“Privacy” for the UK 2011 census?
17 August 2009
The UK goes every ten years through a national census, where every household is called to fill in details about their demographics, habits, travel and income. The next one will be the UK 2011 census.
The office for national statistics has a statutory duty to ensure that the data released from this census cannot be used to identify any individual or to infer any of unknown attribute. Techniques for doing so are called statistical disclosure control, and have been the subject of intense study for the last 40 years at least. One could never have guessed by reading the documents on confidentiality for the next UK census.
To make a long story short: the ONS never considered modern well defined notions of privacy, it lacks a reliable evaluation framework to establish the degree of risk of different methods (let alone utility), and has proposed disclosure control measures that fall rather short of the state of the art.

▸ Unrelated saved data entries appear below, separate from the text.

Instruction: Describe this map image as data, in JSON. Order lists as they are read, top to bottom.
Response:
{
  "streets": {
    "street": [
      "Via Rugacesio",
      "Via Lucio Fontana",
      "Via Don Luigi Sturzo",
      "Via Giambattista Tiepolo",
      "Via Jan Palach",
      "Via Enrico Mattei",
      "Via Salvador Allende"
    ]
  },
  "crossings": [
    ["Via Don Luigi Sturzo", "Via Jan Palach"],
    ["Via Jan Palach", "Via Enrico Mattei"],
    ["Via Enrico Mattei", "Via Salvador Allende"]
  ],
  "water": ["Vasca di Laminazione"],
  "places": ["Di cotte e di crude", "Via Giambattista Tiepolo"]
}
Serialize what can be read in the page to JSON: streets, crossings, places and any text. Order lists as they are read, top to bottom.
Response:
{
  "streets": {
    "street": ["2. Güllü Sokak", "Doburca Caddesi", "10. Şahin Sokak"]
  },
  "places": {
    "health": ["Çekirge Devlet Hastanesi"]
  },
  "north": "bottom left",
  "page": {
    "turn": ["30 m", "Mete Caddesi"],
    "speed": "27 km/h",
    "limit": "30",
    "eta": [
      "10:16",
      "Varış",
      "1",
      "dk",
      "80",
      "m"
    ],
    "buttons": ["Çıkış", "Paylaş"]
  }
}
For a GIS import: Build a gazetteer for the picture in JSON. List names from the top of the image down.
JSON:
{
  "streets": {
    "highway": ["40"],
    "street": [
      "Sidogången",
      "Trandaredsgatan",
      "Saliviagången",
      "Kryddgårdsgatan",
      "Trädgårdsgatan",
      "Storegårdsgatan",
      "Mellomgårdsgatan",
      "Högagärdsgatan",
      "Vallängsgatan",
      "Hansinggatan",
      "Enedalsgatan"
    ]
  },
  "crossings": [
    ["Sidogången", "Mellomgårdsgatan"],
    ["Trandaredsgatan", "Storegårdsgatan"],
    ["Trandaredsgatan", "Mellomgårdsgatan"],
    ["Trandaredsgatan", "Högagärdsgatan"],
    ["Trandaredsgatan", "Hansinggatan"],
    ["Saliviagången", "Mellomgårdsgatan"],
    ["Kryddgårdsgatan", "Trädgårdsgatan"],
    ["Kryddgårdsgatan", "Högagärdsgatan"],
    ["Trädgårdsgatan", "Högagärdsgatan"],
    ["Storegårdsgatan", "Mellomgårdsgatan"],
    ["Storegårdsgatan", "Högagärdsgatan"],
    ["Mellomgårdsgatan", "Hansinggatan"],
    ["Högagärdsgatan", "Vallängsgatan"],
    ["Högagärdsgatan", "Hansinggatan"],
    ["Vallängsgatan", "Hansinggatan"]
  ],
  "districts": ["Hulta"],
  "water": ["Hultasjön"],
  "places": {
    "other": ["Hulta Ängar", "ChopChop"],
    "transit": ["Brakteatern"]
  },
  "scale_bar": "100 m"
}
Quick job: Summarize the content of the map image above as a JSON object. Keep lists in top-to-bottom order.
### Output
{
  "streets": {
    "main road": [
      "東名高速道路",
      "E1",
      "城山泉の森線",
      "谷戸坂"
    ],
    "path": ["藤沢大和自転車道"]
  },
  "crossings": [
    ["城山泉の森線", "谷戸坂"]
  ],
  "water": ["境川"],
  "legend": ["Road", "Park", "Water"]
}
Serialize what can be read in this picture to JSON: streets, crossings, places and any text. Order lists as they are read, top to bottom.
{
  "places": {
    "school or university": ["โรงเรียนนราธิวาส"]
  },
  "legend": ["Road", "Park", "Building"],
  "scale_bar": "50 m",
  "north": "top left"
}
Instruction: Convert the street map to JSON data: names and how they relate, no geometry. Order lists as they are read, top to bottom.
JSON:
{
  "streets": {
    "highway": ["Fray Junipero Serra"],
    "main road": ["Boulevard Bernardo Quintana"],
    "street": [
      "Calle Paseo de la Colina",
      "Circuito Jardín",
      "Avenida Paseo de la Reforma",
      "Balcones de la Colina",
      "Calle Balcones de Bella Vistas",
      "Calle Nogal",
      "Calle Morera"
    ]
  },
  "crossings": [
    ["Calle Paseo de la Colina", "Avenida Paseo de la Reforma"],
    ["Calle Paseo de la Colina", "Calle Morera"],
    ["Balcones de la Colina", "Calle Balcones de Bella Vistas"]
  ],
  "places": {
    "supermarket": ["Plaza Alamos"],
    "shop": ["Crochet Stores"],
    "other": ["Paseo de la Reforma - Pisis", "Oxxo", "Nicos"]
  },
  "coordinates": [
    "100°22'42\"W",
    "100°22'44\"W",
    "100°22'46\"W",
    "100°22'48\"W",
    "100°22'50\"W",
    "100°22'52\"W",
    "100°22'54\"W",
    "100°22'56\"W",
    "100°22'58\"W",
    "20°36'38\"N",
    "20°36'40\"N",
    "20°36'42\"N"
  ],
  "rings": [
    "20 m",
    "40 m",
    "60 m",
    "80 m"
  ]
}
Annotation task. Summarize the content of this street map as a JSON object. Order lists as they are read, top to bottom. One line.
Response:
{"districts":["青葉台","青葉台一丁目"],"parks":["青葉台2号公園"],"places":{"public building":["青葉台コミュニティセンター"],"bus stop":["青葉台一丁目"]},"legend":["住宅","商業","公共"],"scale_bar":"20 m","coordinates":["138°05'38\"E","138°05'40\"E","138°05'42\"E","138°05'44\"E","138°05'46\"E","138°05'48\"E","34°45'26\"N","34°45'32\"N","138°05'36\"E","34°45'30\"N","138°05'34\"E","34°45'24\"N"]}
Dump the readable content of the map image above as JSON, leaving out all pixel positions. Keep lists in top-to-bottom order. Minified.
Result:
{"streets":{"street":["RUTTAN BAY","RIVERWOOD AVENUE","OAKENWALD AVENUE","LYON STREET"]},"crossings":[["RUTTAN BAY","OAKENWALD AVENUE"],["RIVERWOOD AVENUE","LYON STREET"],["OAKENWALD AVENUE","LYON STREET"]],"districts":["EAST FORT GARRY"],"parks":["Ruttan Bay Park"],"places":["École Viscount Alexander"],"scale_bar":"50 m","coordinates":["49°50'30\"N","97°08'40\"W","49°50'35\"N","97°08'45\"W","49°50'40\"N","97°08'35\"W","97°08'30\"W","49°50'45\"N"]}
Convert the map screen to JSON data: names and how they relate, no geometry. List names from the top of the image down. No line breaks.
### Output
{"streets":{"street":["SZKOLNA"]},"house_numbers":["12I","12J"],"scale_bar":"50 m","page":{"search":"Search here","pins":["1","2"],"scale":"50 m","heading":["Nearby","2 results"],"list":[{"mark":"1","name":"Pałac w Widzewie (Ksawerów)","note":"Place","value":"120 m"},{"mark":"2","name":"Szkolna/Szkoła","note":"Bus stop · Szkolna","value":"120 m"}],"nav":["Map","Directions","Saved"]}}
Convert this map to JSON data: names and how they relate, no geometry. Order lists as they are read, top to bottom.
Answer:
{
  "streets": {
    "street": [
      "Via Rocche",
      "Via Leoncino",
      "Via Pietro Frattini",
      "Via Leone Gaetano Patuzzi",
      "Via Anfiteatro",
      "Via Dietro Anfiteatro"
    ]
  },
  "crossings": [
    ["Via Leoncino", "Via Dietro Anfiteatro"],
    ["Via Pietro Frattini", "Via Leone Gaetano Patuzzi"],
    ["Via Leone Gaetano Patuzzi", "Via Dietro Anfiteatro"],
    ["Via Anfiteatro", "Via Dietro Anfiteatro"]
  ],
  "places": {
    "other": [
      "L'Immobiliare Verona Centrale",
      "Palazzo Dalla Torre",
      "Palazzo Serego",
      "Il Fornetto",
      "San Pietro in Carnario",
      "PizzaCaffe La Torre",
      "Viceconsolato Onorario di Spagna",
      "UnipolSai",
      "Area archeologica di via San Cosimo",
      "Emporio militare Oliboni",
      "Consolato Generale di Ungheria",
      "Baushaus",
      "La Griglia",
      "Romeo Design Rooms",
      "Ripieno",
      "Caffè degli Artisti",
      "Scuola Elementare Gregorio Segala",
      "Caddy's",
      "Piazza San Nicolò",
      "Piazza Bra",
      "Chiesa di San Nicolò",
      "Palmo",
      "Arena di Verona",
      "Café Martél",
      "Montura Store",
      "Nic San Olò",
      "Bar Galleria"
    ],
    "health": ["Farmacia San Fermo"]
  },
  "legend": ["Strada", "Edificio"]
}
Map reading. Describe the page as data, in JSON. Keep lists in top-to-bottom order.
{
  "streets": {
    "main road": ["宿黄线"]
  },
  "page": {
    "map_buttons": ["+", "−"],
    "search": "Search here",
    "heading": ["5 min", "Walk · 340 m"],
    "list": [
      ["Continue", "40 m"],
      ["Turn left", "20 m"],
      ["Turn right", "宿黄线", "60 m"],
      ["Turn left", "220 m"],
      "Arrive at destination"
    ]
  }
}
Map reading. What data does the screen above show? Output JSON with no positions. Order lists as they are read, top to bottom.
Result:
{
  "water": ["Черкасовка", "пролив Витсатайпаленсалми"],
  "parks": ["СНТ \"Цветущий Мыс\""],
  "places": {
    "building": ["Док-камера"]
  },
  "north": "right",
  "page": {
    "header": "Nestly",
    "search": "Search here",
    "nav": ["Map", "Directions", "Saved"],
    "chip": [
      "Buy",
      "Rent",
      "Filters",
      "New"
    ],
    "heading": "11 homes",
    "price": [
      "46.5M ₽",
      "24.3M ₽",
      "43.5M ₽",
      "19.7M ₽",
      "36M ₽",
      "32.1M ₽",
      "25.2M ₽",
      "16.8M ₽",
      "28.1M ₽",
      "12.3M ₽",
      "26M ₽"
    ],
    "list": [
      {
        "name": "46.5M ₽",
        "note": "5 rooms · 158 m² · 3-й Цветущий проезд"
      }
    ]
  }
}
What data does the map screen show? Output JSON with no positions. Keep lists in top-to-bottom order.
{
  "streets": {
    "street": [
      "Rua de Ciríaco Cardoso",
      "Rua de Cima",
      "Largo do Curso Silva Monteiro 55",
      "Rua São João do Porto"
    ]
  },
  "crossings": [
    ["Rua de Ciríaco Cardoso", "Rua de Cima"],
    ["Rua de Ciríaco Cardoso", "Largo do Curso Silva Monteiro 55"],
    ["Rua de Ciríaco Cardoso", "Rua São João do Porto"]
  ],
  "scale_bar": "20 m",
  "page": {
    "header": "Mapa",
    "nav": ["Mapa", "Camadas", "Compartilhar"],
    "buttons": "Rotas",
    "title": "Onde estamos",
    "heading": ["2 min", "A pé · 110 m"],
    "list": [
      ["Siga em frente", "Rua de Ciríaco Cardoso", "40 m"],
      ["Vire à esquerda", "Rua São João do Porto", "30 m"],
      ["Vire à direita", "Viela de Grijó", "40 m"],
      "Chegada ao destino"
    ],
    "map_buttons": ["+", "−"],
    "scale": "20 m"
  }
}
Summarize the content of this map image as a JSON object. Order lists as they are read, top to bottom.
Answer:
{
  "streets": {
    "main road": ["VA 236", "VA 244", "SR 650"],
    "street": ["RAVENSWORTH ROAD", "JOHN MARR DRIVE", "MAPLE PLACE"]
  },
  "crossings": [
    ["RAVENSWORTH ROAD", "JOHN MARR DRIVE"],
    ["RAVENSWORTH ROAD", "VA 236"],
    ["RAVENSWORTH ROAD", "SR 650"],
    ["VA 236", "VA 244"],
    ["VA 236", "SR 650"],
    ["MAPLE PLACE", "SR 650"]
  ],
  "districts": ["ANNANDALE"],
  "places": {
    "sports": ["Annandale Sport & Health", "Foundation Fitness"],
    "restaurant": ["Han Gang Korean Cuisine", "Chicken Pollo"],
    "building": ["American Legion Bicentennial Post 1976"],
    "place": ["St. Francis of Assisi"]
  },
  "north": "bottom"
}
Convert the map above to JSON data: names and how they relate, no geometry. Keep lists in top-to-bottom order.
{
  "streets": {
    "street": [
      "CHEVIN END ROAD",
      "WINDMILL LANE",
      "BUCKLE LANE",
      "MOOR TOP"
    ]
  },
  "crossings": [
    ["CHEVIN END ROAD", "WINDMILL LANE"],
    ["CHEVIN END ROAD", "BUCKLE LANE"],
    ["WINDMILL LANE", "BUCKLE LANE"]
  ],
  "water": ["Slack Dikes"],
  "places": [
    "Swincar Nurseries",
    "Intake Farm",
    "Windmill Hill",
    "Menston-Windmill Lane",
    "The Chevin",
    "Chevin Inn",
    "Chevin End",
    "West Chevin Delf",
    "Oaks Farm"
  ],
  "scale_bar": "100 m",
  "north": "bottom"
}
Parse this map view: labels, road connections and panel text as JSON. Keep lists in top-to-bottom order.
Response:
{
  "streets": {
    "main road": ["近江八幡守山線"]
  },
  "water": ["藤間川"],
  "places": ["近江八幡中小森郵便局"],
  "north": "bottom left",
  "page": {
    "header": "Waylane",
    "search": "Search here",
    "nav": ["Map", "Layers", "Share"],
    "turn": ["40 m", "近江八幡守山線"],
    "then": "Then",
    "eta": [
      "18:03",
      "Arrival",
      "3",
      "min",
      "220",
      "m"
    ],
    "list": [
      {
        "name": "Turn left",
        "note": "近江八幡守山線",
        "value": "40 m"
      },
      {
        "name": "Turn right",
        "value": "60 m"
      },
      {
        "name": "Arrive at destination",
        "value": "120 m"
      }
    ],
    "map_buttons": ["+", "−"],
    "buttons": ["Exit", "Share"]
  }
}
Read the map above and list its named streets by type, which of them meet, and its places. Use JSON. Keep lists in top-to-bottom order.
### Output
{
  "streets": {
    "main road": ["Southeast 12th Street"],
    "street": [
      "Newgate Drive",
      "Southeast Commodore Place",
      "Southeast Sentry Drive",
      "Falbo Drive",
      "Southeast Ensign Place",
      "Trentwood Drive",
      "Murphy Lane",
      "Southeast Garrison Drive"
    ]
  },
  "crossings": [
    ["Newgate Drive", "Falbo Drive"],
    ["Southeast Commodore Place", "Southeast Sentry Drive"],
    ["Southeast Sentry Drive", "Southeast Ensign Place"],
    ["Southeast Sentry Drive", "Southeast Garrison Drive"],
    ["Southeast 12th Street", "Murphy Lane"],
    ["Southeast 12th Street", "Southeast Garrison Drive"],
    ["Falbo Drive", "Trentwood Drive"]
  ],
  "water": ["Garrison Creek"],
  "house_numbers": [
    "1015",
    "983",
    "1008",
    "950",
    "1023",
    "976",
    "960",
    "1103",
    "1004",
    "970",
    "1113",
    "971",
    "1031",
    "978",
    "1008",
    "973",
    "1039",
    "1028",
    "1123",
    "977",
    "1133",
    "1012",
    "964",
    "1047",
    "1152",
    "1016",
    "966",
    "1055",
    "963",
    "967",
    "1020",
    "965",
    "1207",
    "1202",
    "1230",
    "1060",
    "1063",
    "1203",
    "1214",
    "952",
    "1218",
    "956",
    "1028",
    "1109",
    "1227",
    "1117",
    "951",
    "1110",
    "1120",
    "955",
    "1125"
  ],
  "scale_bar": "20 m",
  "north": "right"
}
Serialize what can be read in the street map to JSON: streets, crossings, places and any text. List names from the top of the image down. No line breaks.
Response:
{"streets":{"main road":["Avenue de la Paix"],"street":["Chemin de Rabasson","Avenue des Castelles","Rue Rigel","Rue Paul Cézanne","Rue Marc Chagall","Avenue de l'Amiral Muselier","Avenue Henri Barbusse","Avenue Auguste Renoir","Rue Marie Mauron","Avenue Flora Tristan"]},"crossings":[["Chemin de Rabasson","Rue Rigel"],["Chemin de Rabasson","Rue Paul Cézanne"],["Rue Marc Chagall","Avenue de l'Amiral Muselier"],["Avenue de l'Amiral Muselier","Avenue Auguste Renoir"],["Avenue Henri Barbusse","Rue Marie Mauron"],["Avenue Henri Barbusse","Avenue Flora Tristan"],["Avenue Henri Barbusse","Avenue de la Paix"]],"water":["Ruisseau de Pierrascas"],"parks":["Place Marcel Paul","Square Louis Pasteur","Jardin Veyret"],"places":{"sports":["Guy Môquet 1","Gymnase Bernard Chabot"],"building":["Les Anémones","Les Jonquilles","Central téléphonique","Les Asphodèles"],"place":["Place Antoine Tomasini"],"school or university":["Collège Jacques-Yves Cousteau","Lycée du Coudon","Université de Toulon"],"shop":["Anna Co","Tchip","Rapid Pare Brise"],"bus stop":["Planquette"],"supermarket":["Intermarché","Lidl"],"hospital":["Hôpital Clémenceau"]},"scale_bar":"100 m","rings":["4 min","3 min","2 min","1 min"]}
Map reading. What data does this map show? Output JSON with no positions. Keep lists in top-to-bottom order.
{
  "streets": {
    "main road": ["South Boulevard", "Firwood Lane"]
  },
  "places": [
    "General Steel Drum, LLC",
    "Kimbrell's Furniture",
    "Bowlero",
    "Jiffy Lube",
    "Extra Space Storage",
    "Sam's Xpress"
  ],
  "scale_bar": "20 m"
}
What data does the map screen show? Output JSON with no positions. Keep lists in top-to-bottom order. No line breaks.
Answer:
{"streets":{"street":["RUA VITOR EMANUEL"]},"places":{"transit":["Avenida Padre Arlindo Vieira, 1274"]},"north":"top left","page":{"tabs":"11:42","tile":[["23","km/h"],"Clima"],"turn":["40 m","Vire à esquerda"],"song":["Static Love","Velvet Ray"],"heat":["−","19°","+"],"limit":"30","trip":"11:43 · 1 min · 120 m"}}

Moving households around (a bit)
The consultation is not totally over yet, but the current favorite after two rounds of evaluation seems to be a technique called “Record Swapping”. How does it work? The technique takes the database of all responses to the census and outputs another database, that is sufficiently different to avoid identification and inference. Record swapping first categorises all records by the household size, sex, broad age, and hard-to-count variables. Then it selects 2-20% of the records, and each of them are paired with a record from the same category. Then the geographical data of each pair of records (yes, right, only the geographical data) are swapped.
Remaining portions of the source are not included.